- [Recorded data]:
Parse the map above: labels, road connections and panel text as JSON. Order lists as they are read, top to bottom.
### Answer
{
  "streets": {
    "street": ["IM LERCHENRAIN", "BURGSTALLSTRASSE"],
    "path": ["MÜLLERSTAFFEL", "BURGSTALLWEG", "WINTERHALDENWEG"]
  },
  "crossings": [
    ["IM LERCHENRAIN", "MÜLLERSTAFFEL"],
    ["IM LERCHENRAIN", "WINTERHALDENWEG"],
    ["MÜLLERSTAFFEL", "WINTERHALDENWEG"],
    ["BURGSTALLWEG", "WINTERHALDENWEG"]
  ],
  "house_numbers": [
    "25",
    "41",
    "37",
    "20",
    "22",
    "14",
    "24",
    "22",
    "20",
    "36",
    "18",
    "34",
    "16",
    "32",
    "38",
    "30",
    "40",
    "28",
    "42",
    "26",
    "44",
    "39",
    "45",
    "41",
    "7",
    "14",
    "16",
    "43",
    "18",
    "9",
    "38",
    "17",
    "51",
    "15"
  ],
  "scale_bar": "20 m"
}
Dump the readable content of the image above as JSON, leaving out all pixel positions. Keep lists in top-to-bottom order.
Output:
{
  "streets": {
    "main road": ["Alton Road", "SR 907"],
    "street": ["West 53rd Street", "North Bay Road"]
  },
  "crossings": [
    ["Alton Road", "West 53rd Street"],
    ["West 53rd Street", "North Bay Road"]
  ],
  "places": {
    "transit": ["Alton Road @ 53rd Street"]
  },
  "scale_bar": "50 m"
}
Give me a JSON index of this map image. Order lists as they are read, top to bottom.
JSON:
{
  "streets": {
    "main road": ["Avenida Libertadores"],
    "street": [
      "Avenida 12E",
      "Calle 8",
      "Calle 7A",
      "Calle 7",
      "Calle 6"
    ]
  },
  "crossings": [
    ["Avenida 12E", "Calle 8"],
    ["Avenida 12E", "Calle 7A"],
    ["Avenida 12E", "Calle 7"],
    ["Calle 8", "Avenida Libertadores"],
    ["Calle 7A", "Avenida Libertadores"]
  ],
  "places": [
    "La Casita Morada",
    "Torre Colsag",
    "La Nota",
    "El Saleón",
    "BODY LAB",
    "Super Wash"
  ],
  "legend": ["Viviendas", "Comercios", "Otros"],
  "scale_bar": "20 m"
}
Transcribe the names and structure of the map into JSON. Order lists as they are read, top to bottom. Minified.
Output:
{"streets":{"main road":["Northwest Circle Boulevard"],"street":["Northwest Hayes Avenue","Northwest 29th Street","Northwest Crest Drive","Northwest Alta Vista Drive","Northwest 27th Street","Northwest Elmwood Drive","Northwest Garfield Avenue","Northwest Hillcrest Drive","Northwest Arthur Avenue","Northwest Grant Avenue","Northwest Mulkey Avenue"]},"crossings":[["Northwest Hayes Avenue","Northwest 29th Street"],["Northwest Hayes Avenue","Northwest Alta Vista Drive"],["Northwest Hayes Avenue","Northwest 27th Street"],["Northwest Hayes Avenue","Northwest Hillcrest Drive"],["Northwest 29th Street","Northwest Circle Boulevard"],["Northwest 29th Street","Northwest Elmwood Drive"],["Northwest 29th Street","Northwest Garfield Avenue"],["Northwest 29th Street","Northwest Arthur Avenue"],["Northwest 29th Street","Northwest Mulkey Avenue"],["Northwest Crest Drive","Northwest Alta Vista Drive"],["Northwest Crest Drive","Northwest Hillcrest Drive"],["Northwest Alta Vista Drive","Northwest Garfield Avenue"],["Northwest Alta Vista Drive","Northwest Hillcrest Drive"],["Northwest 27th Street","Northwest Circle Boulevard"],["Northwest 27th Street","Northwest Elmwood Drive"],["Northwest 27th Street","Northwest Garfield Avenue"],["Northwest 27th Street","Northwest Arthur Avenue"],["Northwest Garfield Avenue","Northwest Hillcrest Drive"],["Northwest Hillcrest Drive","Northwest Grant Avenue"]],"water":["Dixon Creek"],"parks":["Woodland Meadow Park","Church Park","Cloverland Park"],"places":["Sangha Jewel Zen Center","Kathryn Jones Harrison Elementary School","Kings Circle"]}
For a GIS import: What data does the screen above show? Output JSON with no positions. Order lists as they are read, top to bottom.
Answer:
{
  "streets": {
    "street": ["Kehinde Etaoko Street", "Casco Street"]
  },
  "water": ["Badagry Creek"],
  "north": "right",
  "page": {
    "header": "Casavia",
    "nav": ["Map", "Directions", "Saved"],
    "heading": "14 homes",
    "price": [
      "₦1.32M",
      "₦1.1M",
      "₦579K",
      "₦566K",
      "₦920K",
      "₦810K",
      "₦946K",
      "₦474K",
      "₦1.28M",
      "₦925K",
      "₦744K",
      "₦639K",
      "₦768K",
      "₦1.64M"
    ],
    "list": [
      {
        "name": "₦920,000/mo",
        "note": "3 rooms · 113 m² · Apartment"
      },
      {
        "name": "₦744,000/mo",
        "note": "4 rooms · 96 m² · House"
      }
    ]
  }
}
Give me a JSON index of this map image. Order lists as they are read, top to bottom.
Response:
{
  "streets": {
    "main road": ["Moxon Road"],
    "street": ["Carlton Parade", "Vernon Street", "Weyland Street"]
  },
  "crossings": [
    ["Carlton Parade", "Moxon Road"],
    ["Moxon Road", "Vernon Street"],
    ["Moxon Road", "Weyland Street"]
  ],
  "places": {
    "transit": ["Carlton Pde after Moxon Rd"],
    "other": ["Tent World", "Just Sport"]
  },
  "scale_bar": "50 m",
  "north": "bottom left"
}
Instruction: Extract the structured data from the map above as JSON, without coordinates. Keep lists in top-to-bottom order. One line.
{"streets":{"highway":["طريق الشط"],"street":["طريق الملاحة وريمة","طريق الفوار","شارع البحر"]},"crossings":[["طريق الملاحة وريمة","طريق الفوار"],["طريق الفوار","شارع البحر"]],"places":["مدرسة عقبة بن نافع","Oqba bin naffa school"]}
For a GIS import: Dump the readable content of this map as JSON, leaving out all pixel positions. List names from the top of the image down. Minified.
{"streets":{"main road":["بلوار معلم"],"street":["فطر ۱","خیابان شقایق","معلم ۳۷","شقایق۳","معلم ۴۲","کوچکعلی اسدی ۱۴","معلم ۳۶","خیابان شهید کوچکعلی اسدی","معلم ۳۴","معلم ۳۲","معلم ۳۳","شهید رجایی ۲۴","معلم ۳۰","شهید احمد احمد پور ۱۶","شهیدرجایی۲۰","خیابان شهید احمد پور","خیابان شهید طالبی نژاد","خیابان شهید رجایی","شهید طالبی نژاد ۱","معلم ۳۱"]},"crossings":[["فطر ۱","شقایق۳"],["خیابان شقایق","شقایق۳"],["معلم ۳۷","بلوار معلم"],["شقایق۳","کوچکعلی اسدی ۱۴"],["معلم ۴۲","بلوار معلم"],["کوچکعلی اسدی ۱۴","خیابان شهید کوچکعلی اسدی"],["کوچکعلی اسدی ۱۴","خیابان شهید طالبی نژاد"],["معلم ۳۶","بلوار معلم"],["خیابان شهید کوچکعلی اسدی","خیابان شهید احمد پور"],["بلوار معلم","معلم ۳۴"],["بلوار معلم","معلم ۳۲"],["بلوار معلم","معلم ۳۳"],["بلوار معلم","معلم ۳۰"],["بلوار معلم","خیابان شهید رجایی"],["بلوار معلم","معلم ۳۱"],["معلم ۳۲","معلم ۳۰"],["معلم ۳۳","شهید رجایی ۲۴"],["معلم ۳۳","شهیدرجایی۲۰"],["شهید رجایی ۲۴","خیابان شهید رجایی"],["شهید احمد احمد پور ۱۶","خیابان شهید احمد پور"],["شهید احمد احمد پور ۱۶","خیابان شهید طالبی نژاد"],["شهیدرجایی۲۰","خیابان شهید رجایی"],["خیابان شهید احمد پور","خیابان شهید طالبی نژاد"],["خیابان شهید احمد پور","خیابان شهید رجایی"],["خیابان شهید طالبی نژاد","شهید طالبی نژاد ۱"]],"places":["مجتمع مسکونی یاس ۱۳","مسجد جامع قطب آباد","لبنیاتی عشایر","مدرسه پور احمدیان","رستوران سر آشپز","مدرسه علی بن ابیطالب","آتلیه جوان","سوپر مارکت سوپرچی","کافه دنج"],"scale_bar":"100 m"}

- [Try it]:
Identify the lines in the entries that hold "positions" and return each one.

- [Task output]:
Dump the readable content of the image above as JSON, leaving out all pixel positions. Keep lists in top-to-bottom order.
For a GIS import: What data does the screen above show? Output JSON with no positions. Order lists as they are read, top to bottom.
For a GIS import: Dump the readable content of this map as JSON, leaving out all pixel positions. List names from the top of the image down. Minified.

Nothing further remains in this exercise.